You can cut your gas bills in half, right now. Share your trip to work with one other person and split the bill. That’s like paying $1.60 for gas that costs $3.20 at the pump. (It’s been a decade sine the actual pump price hovered in the $1.60-per-gallon range.) With a full car of four people, the cost per gallon is just $0.80! Now that sounds like real savings.

If you’re looking for help getting started, consult with Divide the Ride, eRideShare, RideCheck, Carpool World or other Web-based tools designed to help like-minded commuters find each other.

Pay $0.80 a Gallon: Trade in Your SUV

If you must drive, replace your gas guzzler with a fuel-efficient model. The most fuel-efficient car, several years running has been the hybrid Toyota Prius, which gets 50 mpg. But new electric cars like the Nissan Leaf and Chevy Volt get the equivalent of 100 mpg. The least fuel-efficient 2011 SUVs, the Chevrolet Suburban and the GMC Yukon, get about 12.

If you swapped that gas-guzzler for an electric car, it would be like shaving more than $3,000 from your annual fuel bill. The cost of an average commute in a Prius is about $1 at current gas prices, versus about $4 in one of those SUVs. In other words, you’ll go almost four times as far on a tank of gas in the Prius, so the $3.19 you pay to fill your SUV is like paying $0.80 in the Prius.

If you’re buying a new car, consult The Daily Green’s list of the most fuel-efficient cars and SUVs, or invest in a reliable fuel-efficient used car.

Save $2 a Gallon: Walk, Bike or E-Bike

Keep your wallet fat and your pants loose. Whenever possible, walk or bike. If your commute is a little too long to manage, try an electric bike, which provides an electric boost.

Every mile you pedal or stride saves you gas, saves you money and helps you stay in shape. If you trade in a trip in the average car, you’d save about $2 per average commute. (Use the money to buy a new umbrella for rainy days.)

During the hot summer months, though, be sure to check the air quality forecast in your area. Particulates, ozone and other components of smog can make it unhealthy to exercise outdoors on some hot, sunny days, particularly during the evening commute. Those with asthma or other lung or heart ailments are most at risk.

Invest in the Future: Support Smart-Growth Planning

Bonus Tip (no extra charge)

This tip won’t save you a dime today. But it’s well worth it for what it will save your children and grandchildren.

Gas prices are the most painful for folks in the suburbs, where there’s often no viable option but to drive from home to school, to work, to the grocery store, etc. Sprawling development gives each family God’s green acre, but it makes them pay in oil.

It doesn’t have to be this way. Legions of planners, advocates and a young generation of home buyers are reinvesting in city and village living. New development can be clustered around existing public transportation infrastructure, integrated with employment, schools and shopping, and connected by sidewalk into walkable neighborhoods. Another advantage: This pattern preserves outlying farms, which can supply local food, and nearby forests, where urbanites can take a hike.

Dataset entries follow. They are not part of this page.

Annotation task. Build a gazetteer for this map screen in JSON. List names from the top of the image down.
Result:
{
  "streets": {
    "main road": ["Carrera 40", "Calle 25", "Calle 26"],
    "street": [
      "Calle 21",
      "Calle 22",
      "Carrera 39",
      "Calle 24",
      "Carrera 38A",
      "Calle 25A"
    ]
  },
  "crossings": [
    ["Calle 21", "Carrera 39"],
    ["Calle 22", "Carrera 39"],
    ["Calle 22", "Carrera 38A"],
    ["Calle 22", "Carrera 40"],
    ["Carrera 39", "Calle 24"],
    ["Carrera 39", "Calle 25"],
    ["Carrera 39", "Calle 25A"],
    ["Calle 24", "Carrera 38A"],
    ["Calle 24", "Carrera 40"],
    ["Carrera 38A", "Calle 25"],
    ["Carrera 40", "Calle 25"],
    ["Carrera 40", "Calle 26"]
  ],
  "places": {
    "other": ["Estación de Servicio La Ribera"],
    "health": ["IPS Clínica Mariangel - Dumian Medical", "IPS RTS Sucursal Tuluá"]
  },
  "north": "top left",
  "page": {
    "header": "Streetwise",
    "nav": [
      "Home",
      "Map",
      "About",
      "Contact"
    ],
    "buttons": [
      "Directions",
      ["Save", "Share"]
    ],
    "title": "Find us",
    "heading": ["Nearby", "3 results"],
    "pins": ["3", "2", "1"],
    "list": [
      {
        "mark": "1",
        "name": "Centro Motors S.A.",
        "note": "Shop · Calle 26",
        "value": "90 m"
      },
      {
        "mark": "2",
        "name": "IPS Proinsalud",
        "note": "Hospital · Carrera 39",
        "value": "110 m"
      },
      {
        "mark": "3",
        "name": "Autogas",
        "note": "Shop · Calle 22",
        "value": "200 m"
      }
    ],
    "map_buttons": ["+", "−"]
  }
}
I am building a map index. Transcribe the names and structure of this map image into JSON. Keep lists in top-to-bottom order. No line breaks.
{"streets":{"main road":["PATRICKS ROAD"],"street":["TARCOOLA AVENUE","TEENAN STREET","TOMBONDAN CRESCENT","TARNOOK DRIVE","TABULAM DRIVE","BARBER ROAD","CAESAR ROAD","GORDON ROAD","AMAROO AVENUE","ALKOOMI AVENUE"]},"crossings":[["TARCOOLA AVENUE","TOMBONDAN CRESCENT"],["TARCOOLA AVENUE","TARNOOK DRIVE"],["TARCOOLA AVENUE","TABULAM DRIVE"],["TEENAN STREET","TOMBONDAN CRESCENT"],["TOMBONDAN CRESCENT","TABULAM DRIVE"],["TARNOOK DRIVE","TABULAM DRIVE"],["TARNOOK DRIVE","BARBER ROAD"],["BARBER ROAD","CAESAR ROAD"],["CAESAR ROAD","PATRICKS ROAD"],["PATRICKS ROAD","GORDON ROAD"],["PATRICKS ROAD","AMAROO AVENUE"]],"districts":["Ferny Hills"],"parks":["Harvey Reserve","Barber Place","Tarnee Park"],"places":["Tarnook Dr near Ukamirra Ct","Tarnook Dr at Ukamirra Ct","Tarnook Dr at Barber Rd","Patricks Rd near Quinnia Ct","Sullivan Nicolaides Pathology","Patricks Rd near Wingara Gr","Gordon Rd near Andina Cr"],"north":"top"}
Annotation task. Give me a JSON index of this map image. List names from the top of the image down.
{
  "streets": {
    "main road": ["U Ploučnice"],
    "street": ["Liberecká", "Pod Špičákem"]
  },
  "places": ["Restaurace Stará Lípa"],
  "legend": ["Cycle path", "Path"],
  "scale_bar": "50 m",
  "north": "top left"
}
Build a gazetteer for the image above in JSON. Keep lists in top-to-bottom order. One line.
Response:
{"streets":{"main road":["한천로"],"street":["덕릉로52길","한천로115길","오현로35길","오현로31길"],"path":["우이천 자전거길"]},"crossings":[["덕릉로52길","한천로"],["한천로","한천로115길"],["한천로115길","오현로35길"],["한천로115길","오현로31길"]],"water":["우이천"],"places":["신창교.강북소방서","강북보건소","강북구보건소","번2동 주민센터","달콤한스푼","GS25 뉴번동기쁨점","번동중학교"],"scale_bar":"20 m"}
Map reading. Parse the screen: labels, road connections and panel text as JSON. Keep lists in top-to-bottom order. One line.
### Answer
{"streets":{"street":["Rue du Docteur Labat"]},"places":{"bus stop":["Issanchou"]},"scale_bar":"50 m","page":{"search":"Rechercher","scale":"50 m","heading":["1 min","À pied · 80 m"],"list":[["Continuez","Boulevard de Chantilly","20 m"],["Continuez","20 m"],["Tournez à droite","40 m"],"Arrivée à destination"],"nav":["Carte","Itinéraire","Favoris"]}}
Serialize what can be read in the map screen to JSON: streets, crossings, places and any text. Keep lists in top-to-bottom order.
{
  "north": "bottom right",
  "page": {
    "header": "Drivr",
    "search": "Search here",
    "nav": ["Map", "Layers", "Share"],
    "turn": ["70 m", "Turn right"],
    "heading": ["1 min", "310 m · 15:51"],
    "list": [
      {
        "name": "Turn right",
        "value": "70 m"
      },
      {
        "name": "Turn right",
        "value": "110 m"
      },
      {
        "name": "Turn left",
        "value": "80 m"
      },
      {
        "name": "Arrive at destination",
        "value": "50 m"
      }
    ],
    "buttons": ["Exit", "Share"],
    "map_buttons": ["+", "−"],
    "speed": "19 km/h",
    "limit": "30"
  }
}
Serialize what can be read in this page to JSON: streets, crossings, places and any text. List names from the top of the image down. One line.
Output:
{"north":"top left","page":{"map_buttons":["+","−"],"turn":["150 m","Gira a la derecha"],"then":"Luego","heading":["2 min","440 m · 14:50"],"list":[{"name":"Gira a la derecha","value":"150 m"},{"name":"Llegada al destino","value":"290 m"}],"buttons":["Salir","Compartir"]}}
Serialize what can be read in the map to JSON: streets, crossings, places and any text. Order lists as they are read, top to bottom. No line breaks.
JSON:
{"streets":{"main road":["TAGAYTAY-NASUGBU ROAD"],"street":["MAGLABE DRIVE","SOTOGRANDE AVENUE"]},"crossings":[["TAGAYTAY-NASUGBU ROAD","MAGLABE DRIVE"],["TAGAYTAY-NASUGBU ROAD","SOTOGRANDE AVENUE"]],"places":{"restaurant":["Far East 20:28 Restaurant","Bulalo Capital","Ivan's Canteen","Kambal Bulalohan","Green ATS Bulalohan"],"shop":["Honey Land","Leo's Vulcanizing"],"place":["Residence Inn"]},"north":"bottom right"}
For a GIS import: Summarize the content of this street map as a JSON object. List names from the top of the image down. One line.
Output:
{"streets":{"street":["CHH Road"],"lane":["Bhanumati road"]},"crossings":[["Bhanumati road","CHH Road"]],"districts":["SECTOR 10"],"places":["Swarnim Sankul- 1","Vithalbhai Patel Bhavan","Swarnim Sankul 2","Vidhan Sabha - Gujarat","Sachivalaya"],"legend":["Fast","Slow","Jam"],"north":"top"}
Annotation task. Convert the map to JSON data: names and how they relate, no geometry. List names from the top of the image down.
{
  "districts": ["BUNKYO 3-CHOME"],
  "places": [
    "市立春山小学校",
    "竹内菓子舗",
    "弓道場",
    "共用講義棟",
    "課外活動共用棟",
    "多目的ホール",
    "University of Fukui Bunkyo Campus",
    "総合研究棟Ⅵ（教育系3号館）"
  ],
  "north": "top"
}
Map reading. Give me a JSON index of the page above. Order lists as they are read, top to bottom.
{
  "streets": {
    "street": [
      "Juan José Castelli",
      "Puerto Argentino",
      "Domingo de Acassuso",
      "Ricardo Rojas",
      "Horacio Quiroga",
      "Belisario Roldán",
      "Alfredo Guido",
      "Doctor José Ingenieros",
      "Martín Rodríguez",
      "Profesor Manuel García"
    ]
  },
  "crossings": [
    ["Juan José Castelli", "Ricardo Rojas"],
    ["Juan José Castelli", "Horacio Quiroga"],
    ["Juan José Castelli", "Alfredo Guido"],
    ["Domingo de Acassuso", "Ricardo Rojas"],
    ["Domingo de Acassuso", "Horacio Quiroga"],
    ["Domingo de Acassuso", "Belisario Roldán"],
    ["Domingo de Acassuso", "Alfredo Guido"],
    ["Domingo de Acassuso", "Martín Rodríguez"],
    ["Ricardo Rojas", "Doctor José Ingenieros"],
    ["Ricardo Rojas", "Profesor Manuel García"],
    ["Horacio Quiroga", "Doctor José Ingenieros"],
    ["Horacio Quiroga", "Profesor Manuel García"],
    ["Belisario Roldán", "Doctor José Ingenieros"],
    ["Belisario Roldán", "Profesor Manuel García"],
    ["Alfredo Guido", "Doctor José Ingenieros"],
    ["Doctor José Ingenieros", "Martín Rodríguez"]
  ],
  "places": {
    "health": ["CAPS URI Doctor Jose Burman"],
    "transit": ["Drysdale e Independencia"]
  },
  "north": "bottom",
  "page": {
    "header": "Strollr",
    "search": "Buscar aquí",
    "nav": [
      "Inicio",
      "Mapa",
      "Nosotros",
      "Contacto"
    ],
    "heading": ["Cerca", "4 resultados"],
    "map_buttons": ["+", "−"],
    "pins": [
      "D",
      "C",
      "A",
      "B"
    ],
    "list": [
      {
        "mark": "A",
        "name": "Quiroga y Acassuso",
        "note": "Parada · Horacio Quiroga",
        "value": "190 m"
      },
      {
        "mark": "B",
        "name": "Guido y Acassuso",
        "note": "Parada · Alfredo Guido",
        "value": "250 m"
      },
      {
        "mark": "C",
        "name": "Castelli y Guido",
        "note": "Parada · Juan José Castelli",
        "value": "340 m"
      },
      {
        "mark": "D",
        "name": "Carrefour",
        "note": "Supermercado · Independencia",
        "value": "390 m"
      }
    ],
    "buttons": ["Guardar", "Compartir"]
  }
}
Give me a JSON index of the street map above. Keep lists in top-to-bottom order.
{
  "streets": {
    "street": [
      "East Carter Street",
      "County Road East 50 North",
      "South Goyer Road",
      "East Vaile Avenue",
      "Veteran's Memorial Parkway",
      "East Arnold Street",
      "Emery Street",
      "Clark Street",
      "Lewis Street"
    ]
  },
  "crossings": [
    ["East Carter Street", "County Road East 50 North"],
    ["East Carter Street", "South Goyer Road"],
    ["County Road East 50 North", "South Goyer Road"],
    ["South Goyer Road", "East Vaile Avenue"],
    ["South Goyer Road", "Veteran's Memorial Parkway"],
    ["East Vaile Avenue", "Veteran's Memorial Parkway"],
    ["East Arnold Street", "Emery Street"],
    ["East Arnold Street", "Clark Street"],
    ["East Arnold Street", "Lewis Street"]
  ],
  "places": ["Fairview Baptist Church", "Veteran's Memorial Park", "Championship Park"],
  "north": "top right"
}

Tax money can be used to invest in new public transportation routes. Local laws can be written to counteract sprawl. If you want to see the next generation have an easier time dealing with high oil prices (and there’s little reason to expect the price of oil will drop significantly), then start thinking about the bigger picture. Tell your representatives in Congress, the statehouse, at the county commission and town council to plan for the next building boom now, while housing starts are low.